Coroner Sues To Halt Hearing Commissioners Vote 2-1 To Support Amend In Court
Spokane County Coroner Dexter Amend is suing to stop disciplinary action against his medical license.
His lawyers are going to court Friday to try to scuttle an upcoming hearing by the state Medical Quality Assurance Commission.
County commissioners voted 2-1 earlier this week to intervene on Amend’s behalf in Superior Court. They’re worried the disciplinary action could set a precedent for other elected officials licensed by the state.
County taxpayers have already forked out almost $32,600 to defend Amend’s license.
The Medical Quality Assurance Commission says Amend committed moral turpitude - conduct reflecting poorly on the medical community and demeaning the profession.
He’s accused of inappropriate behavior in the death investigations of Rachel Carver, Jeffrey Himes, Kendra Grantham and Mario Lozada.
Amend, a 77-year-old retired urologist, doesn’t need his medical license to be the coroner. But he’s fighting to hold on to it.
In his lawsuit filed last week in Spokane County Superior Court, Amend says the state commission’s attack on his license violates his constitutional rights and the state’s recall procedure. The commission’s claims are baseless, he says.

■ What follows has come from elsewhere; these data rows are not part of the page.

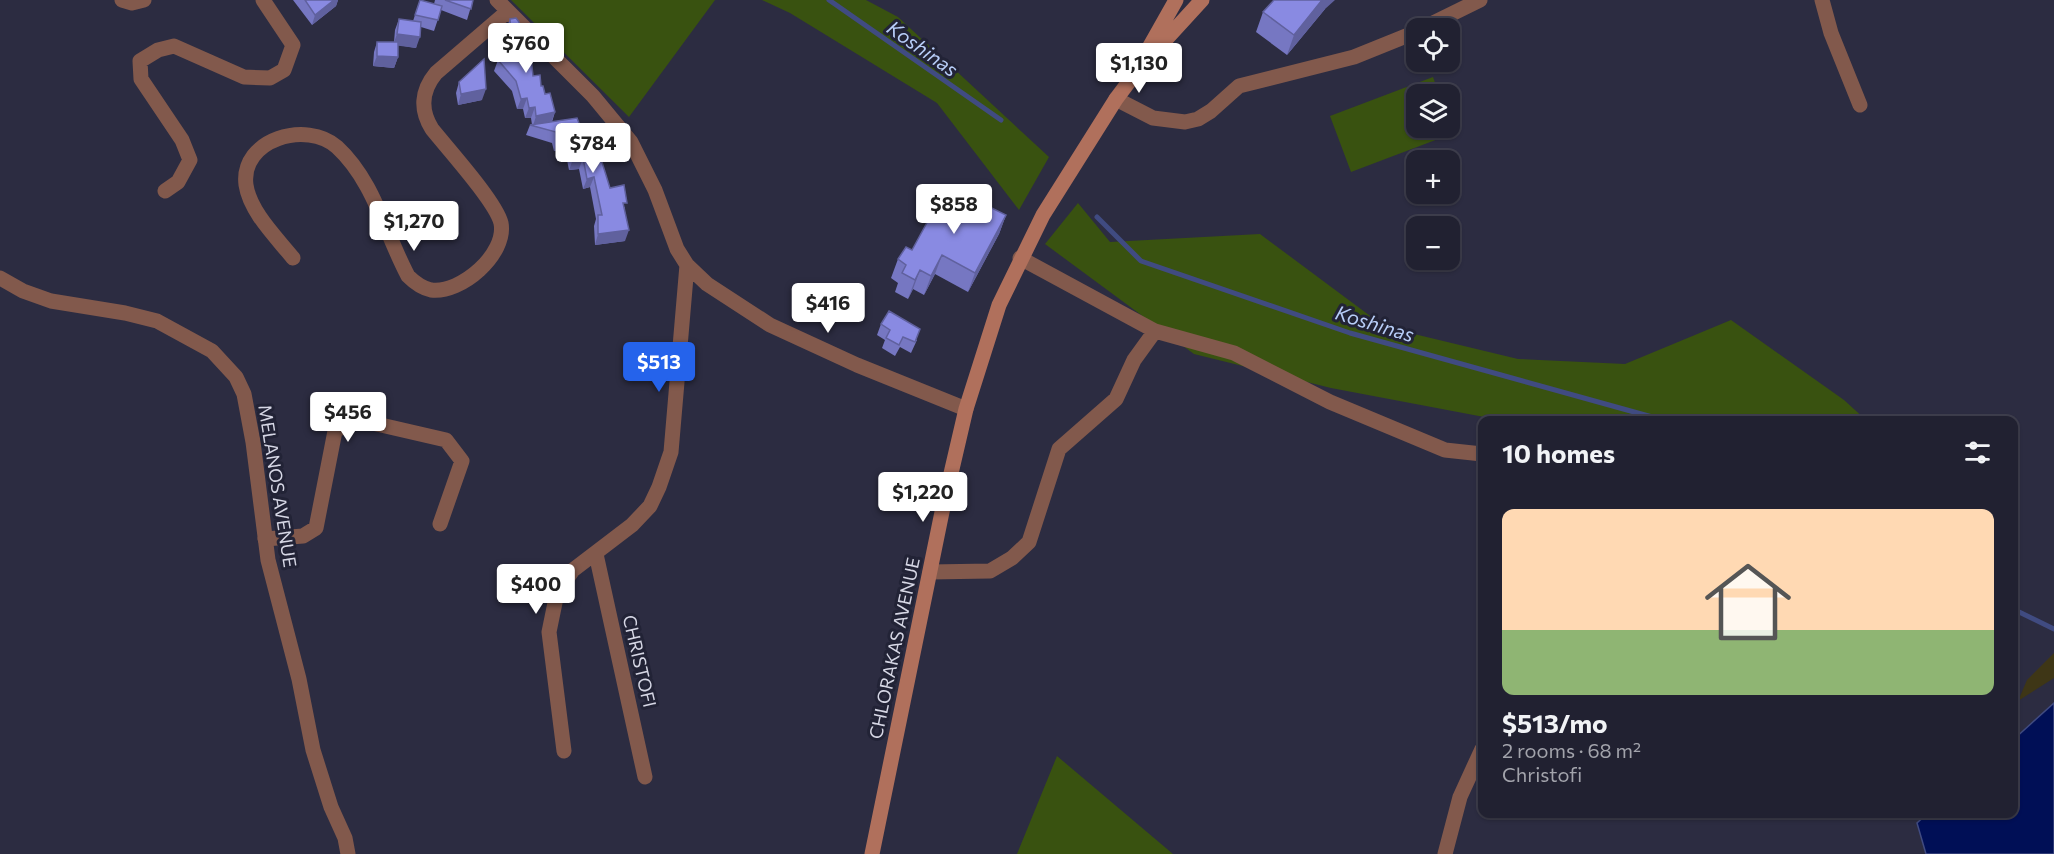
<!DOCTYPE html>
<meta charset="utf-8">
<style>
:root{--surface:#212131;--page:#292939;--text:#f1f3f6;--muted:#a2a3ab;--line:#3e3e4d;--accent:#2563eb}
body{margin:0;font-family:Commissioner,sans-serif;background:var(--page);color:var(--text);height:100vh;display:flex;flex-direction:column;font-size:22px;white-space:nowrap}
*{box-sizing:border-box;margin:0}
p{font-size:20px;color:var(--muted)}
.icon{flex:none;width:33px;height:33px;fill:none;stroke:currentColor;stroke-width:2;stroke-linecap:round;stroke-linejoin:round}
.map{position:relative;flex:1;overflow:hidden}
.side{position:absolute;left:1478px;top:416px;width:540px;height:402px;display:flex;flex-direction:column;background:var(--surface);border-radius:12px;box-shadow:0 2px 4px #0004,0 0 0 2px var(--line)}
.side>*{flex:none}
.buttons{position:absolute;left:1406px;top:18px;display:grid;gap:12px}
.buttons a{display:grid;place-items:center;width:54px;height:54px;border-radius:12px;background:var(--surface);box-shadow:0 2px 4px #0004,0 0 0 2px var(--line);font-size:30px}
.price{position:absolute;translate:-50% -51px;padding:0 14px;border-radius:6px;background:#fff;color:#222;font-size:20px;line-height:39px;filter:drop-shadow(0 2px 3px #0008)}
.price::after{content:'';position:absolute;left:50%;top:36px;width:18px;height:14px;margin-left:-9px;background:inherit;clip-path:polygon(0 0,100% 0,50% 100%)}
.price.active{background:var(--accent);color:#fff}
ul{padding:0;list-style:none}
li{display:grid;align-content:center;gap:12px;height:318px;padding:0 24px}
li+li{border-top:2px solid var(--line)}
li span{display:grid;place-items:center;height:186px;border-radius:12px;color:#555}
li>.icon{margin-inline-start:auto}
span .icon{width:108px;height:108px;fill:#fffc;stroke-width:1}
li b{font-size:26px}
h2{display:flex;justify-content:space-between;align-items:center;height:72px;padding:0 24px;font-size:26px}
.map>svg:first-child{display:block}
</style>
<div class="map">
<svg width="2054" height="854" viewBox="0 0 2054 854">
<rect width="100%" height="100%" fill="#2c2c41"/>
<path fill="#395210" d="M 511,0 L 715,0 L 629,117 Z
M 762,0 L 866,0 L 898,17 L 1049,157 L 1019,210 L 937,103 L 790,13 Z
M 1433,77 L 1439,94 L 1416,94 L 1416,128 L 1449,128 L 1449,121 L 1454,133 L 1351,172 L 1330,116 Z
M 1078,203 L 1110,242 L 1260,234 L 1385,327 L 1518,359 L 1625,364 L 1731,320 L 1844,400 L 1866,420 L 1500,420 L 1331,388 L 1194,354 L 1045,244 Z
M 2013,602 L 2015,605 L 2017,666 L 2013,662 Z
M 1057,756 L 1173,854 L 1017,854 Z"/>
<path fill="#3e3616" d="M 2054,653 L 2054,678 L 2018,701 L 2027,680 Z"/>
<path fill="#000f56" stroke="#404b81" stroke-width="1.5" d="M 2054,703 L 2054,854 L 1926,854 L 1917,823 L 1928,813 L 2013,813 L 2013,740 Z"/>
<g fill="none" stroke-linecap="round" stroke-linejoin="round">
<path stroke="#404b81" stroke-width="5" d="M 829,0 L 1001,120
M 1097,217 L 1141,261 L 1350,333 L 1663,420
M 2013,609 L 2054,629"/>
<path stroke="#82594c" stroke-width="15" d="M 122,0 L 132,3 L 144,0
M 497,0 L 593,96 L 631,142 L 655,190 L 677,249 L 687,265 L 707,284 L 770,325 L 857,365 L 966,409
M 1822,0 L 1831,33 L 1860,105
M 1423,28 L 1480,0
M 1116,99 L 1153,118 L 1185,122 L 1198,119 L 1211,111 L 1239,86 L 1354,57 L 1416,32
M 165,191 L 178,182 L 190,160 L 182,140 L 141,79 L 140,61 L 158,50 L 174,46 L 244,77 L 270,78 L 284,70 L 293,45 L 263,0
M 293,258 C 277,238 250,212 246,185 C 240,139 307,120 337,147 C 374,181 385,233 408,276 C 414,282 422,288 431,290 C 461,294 507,254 501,223 C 496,202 448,149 432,129 C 420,110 421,91 436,73 L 507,12
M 1020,258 L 1155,331 L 1234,353 L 1330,402 L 1445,450 L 1482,454
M 265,539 L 303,536 L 316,528 L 335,431 L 355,419 L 446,440 L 462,461 L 440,524
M 596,554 L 645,777
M 930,572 L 990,571 L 1012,558 L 1029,542 L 1059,449 L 1116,399 L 1134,360 L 1155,331
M 564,751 L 549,632 L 557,593 L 573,570 L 632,525 L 650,506 L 659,487 L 671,452 L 687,265
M 1445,854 L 1460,797 L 1482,749"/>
<path stroke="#82594c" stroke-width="15" d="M 0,278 L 23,291 L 51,301 L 125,313 L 157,321 L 212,351 L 236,377 L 244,394 L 253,442 L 268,560 L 299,679 L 313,750 L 331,807 L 345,838 L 348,854"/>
<path stroke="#b0705c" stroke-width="15" d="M 1145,55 L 1176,0
M 872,854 L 942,512 L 966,409 L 999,305 L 1043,215 L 1116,99 L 1137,71 L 1202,0"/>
</g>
<path fill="#7677c2" d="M 293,0 L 338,0 L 336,6 L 312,25 Z
M 420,0 L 434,4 L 435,0 L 473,0 L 467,20 L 441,10 L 434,31 L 421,27 L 416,48 L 398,45 L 398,57 L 394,68 L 373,66 L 374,52 L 377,42 L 394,42 L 395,30 L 399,19 L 413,21 Z
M 1325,9 L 1287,55 L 1256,32 L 1263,12 Z
M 510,19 L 533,76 L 541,86 L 555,112 L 552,122 L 584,136 L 592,148 L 610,188 L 625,208 L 625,241 L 595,245 L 594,226 L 596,219 L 590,187 L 583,189 L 579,169 L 569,170 L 567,160 L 562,160 L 559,151 L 554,151 L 552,143 L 526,135 L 530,125 L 532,125 L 531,118 L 525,118 L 523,109 L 517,109 L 512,91 L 494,71 L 498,60 L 507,53 L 506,30 Z
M 459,82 L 482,100 L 458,105 L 456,93 Z
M 1006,215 L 999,234 L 968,292 L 935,274 L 924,295 L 913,289 L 908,299 L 895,292 L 898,283 L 891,278 L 898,259 L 912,250 Z
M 881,324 L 917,340 L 911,353 L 900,347 L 895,356 L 882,348 L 885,340 L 877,335 Z"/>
<path fill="#60619e" d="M 334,0 L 338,0 L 336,6 L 312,25 L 315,15 Z
M 1322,0 L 1335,0 L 1325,9 L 1287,55 L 1294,35 Z
M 397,34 L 420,37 L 416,48 L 393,45 Z
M 377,56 L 398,57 L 394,68 L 373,66 Z
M 486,89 L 482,100 L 458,105 L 461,94 Z
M 527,98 L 523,109 L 517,109 L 521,99 Z
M 535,107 L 531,118 L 525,118 L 529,108 Z
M 555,112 L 551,123 L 533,126 L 536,116 Z
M 563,140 L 559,151 L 554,151 L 557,141 Z
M 566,150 L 571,150 L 567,160 L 562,160 Z
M 583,158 L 579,169 L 569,170 L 573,159 Z
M 594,177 L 590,187 L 583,189 L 587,179 Z
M 1006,215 L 999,234 L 968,292 L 975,273 Z
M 629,230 L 625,241 L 595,245 L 598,234 Z
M 942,255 L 935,274 L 924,295 L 931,276 Z
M 920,270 L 913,289 L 908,299 L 915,280 Z"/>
<path fill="#898ae2" stroke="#60619e" stroke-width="1.5" d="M 305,0 L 334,0 L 315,15 Z
M 420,0 L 442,6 L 438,20 L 415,15 Z
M 445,0 L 473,0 L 471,9 Z
M 1274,0 L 1322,0 L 1294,35 L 1263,12 Z
M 516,18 L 519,22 L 525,57 L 531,57 L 533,76 L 540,75 L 541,86 L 543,86 L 545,94 L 550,93 L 555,112 L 536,116 L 535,107 L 529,108 L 527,98 L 521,99 L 516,81 L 498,60 L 511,49 L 510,19 Z
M 399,19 L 421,22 L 420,37 L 397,34 Z
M 377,42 L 398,42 L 398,57 L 377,56 Z
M 484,59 L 486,89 L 461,94 L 459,82 Z
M 577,118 L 584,136 L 590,135 L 592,148 L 597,146 L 610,188 L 624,185 L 627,203 L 623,203 L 629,230 L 598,234 L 598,215 L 602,215 L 594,177 L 587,179 L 583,158 L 573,159 L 571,150 L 566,150 L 563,140 L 557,141 L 556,132 L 530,125 Z
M 947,186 L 1006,215 L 975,273 L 942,255 L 931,276 L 920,270 L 915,280 L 902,273 L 906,265 L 898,259 L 906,247 L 912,250 Z
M 889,311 L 920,329 L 915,342 L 903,337 L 899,345 L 886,338 L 890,330 L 881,324 Z"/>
<g text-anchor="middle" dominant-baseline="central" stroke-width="6" stroke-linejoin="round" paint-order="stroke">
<g font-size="18" fill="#d6d7e5" stroke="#222336">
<text transform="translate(278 486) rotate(81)">MELANOS AVENUE</text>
<text transform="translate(894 648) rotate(-78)">CHLORAKAS AVENUE</text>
<text transform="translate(640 661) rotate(77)">CHRISTOFI</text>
</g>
<g font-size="20" font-style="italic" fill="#b7cdf7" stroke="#222336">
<text transform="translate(923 48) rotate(35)">Koshinas</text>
<text transform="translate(1375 323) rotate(17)">Koshinas</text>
</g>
</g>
</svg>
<div class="buttons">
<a><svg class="icon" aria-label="locate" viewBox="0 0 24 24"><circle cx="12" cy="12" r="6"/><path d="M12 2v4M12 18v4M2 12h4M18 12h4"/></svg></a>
<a><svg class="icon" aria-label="layers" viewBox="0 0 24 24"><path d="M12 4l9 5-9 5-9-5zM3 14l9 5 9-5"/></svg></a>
<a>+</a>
<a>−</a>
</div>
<b class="price" style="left:526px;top:74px">$760</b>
<b class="price" style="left:1139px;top:94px">$1,130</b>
<b class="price" style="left:593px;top:174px">$784</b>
<b class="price" style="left:954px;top:235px">$858</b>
<b class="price" style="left:414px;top:252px">$1,270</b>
<b class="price" style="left:828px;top:334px">$416</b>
<b class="price active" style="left:659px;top:393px">$513</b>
<b class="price" style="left:348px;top:443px">$456</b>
<b class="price" style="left:923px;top:523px">$1,220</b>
<b class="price" style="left:536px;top:615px">$400</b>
<section class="side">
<h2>10 homes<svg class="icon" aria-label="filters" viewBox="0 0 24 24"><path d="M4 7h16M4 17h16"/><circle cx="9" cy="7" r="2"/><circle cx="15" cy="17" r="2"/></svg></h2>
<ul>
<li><span style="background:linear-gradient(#ffd9b3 65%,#8fb573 0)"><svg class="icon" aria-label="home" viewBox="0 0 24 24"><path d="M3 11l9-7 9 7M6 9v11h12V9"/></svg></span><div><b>$513/mo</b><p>2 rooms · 68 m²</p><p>Christofi</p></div></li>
</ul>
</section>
</div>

The commission has scheduled a hearing on the moral turpitude charge for Nov. 19-21 at the Ridpath Hotel.
If found guilty, Amend could lose his license or have it suspended. He could also be fined.
Amend on Wednesday declined to comment on the upcoming hearing or his lawsuit.
In the suit, his lawyers contend the medical commission is improperly trying to revoke Amend’s license in retaliation for alleged unprofessional conduct as coroner.
County commissioners voted Tuesday to file motions to intervene in the case. Only Commissioner Steve Hasson voted against the move, saying that the county needs to cut its losses.
“We really have a ticking time bomb as long as Dexter is in there,” said Hasson, who’s consistently voted against supporting Amend’s fight to retain his license. “You’re just throwing good money after bad.”
Commissioners John Roskelley and Phil Harris said they weren’t defending Amend’s allegedly offensive comments - just the county’s interests.
“We’re not condoning any statements made by Dr. Amend concerning autopsies,” Roskelley said. “We’re just being very careful to make sure the county is represented in any future lawsuits that will affect taxpayers.”
Grieving families have already filed six lawsuits and legal claims against Amend.
Taxpayer have already paid more than $42,000 to defend Amend against these claims and to defend against a recall effort.